Green coding - Confluent: Sustainability through data streaming
This is a guest post for the Computer Weekly Developer Network written by Peter Pugh-Jones in his capacity as director of financial services at Confluent.
Confluent is a full-scale data streaming platform that enables users to access, store and manage data as continuous, real-time streams – built by the original creators of Apache Kafka, Confluent expands the benefits of Kafka with enterprise-grade features, while removing the burden of Kafka management or monitoring.
As TechTarget reminds us Apache Kafka is a distributed publish-subscribe messaging system that receives data from disparate source systems and makes the data available to target systems in real-time.
Pugh-Jones writes in full as follows…
It’s no secret that big data can come with a big environmental impact.
For every one gigabyte stored in the cloud, around seven kilowatts of energy are used per hour. That means that if a business stores ten terabytes of data, it’s creating a carbon footprint equivalent to 500 kg of CO2.
But it’s not just storage, all aspects of processing, analysis and software development come with their own environmental burdens. But here’s the good news, data-driven technologies are also helping to change the world for the better.
Systematic sustainability
Digital data is helping to streamline processes, driving environmental decision making and uncovering new and more sustainable ways of working.
Developers are also pushing for their own solutions. This concept of ‘green coding’ — a practice that prioritises efficiency and sustainability in software development — is gaining increasing traction, as is a push for greater awareness of tech supply chains and ethical data storage decisions.
So how can businesses adopt greener coding practices and where does data streaming fit into this sustainable future?
Batch vs real-time streaming
When it comes to managing data, businesses must make a choice between batch processing (processing large volumes at scheduled intervals) and data streaming (continuously processing data in real-time as it arrives).
The common misconception is that continuous streaming must be less efficient because it requires constant processing power. Similar to a TV on standby, the logic goes that running something continuously is worse than switching it on and off when needed.
In reality, the opposite is true. Batch processing requires such regular and intensive spikes in processing power that it’s significantly less efficient than a continuous low-level stream. To continue our television analogy, it’s equivalent to turning a TV on and off 500 times a minute rather than leaving it on standby. The result is actually far more energy being consumed.

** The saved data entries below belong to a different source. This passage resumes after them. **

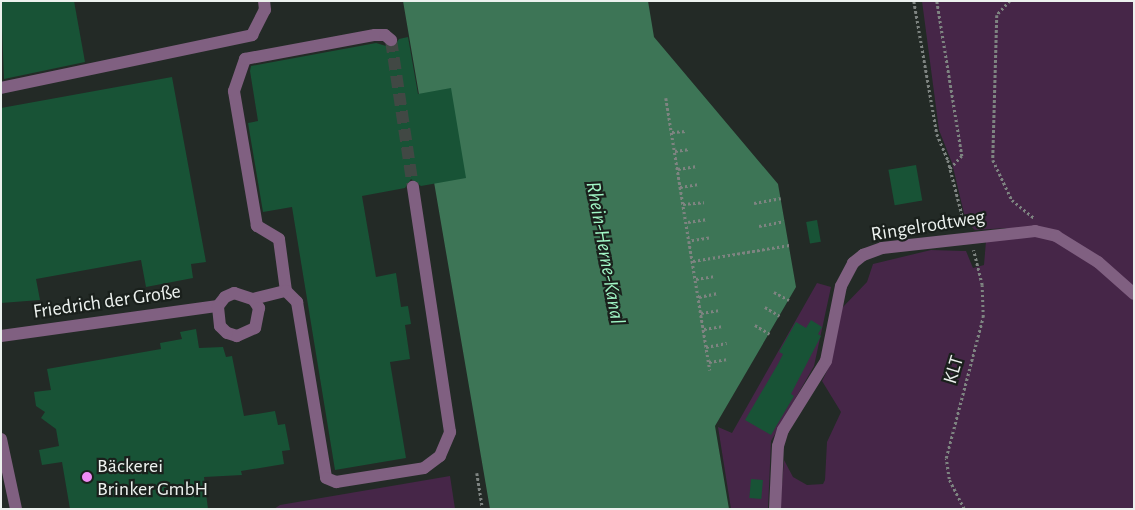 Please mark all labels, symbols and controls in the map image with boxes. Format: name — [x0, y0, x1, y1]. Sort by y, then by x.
water label: Rhein-Herne-Kanal — [580, 180, 630, 326]
street label: Ringelrodtweg — [869, 205, 987, 247]
street label: Friedrich der Große — [32, 280, 182, 324]
street label: KLT — [938, 353, 970, 387]
place label: Bäckerei Brinker GmbH — [97, 454, 208, 501]
marker: Bäckerei Brinker GmbH — [81, 471, 93, 483]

In contrast, data streaming means that a constant flow of data can be processed at all times. Rather than waiting for a mass of messages to accumulate and then processing them via one huge spike in CPU power, you’re instead running one message at a time and using a far smaller amount of energy. In terms of resource consumption, the result is a gently flowing stream rather than a sudden tidal wave.
Providing predictable processing
Streaming data doesn’t just benefit from lower CPU usage, it also provides for more predictable processing overall. By switching from sudden spikes in processing to a continuous predictable flow, data streaming allows organisations to better predict and forecast their requirements. Take Apache Flink as an example. Apache Flink is an open source stream-processing framework — a popular technology for those who opt for real-time data streaming.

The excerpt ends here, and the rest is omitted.